[Opening Data records section]

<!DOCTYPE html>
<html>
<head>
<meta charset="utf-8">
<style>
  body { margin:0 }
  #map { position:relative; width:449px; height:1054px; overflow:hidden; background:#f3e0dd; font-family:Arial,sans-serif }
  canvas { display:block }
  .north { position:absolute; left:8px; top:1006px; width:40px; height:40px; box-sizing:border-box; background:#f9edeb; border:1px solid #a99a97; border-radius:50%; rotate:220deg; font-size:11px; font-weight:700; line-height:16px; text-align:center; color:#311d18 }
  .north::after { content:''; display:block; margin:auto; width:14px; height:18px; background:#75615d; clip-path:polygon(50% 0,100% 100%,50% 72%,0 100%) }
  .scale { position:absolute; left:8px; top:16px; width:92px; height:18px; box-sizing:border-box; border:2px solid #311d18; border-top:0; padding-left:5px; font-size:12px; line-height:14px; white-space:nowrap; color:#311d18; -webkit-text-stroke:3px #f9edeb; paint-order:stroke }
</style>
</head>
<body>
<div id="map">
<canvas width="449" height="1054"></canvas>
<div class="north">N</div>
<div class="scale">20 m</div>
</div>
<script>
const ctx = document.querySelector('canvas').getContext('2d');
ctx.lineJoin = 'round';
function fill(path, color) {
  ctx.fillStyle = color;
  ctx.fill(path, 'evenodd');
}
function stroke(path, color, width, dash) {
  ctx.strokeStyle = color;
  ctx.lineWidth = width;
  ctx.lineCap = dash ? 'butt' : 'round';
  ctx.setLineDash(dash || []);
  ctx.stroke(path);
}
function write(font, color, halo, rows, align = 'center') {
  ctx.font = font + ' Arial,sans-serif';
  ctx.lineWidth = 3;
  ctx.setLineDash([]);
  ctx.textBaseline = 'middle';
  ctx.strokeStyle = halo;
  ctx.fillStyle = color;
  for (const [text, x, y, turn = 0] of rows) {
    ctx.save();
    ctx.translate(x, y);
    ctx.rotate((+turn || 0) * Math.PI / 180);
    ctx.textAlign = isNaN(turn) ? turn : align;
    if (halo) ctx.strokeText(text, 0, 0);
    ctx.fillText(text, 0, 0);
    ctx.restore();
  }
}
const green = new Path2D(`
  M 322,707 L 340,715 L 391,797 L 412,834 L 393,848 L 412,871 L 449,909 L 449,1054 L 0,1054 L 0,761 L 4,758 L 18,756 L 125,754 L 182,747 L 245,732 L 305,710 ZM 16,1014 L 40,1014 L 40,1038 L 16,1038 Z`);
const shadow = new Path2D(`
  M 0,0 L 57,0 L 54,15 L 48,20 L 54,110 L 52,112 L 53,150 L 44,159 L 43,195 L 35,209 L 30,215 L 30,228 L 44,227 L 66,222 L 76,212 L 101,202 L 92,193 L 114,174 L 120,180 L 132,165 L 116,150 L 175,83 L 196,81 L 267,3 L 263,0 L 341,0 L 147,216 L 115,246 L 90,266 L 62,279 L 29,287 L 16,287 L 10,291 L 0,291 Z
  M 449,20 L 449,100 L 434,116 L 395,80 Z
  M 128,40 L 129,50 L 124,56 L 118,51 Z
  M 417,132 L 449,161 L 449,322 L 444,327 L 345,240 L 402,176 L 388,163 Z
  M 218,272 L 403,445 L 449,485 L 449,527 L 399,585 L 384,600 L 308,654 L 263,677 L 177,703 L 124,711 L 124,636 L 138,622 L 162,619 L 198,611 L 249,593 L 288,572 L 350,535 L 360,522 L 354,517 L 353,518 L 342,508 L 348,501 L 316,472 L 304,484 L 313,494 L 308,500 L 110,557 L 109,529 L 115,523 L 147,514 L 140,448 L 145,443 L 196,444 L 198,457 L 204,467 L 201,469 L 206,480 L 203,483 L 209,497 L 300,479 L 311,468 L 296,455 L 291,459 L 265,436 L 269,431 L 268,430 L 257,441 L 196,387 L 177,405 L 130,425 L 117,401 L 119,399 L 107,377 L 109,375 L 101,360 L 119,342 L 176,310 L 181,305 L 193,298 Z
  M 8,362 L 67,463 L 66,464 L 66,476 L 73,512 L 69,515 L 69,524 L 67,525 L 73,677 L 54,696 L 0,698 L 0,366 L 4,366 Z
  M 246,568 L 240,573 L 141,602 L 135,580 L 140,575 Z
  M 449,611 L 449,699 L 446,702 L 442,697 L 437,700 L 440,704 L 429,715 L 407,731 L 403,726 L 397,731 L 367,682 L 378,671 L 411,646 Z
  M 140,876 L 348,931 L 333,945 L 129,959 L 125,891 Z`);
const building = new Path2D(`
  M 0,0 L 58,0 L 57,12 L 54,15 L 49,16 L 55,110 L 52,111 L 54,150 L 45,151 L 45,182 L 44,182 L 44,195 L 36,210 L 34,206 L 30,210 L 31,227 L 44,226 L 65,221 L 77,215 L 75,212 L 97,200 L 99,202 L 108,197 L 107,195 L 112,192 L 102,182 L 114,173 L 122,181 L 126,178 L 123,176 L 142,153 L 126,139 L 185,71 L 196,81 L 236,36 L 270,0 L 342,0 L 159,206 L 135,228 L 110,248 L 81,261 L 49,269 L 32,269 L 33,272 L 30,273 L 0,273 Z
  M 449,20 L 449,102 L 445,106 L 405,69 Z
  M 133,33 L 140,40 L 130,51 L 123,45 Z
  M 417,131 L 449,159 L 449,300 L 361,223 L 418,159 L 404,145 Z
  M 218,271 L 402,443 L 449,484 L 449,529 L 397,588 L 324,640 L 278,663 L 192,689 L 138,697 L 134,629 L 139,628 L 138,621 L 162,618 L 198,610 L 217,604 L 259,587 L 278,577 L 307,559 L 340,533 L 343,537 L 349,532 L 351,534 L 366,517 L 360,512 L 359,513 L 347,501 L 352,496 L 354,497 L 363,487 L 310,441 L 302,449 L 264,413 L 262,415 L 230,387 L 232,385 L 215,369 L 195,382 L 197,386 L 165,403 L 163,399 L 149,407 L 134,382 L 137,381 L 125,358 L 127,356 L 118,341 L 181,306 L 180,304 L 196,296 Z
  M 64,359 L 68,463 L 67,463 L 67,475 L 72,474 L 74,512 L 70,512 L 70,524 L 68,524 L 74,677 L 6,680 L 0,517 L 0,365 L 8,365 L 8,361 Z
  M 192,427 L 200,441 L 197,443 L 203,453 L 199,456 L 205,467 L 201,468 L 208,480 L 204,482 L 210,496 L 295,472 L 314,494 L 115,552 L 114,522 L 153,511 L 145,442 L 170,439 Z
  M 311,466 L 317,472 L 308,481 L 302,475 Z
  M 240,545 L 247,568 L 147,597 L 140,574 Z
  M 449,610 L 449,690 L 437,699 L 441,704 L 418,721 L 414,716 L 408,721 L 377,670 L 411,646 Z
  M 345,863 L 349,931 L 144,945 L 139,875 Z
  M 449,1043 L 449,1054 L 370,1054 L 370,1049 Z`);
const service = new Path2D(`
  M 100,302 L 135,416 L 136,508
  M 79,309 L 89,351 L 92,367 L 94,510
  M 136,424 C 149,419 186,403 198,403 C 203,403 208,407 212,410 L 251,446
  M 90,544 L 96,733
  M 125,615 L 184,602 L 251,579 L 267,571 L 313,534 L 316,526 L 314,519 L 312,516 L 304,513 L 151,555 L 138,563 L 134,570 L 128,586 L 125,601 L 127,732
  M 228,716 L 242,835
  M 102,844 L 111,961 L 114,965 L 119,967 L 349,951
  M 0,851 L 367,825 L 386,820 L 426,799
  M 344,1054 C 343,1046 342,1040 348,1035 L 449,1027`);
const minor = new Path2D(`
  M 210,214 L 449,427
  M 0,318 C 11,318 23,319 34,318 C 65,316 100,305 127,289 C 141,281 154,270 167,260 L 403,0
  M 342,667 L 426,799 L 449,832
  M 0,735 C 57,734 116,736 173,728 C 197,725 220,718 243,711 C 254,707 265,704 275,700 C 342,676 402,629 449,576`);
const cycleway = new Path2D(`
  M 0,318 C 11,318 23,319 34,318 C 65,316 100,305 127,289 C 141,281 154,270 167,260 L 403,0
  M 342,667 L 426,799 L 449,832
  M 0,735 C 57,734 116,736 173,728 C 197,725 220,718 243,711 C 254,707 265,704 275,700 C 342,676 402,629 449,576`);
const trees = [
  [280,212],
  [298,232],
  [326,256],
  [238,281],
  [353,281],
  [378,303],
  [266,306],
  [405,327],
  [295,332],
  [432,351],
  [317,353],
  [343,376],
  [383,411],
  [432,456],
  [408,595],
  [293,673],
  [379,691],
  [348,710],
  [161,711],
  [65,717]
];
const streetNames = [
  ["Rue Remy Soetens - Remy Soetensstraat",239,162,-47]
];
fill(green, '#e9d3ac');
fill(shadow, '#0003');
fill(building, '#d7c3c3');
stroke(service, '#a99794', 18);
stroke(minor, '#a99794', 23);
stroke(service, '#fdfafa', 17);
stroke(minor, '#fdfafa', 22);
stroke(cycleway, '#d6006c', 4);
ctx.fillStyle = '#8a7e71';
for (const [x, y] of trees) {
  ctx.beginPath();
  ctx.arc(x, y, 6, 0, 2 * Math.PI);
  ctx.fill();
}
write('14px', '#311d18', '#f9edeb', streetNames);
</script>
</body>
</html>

[Closing Data records section]

» **The task**:
Go through the entries above, and wherever a line holds the word "function", copy that line.

» **Task output**:
function fill(path, color) {
function stroke(path, color, width, dash) {
function write(font, color, halo, rows, align = 'center') {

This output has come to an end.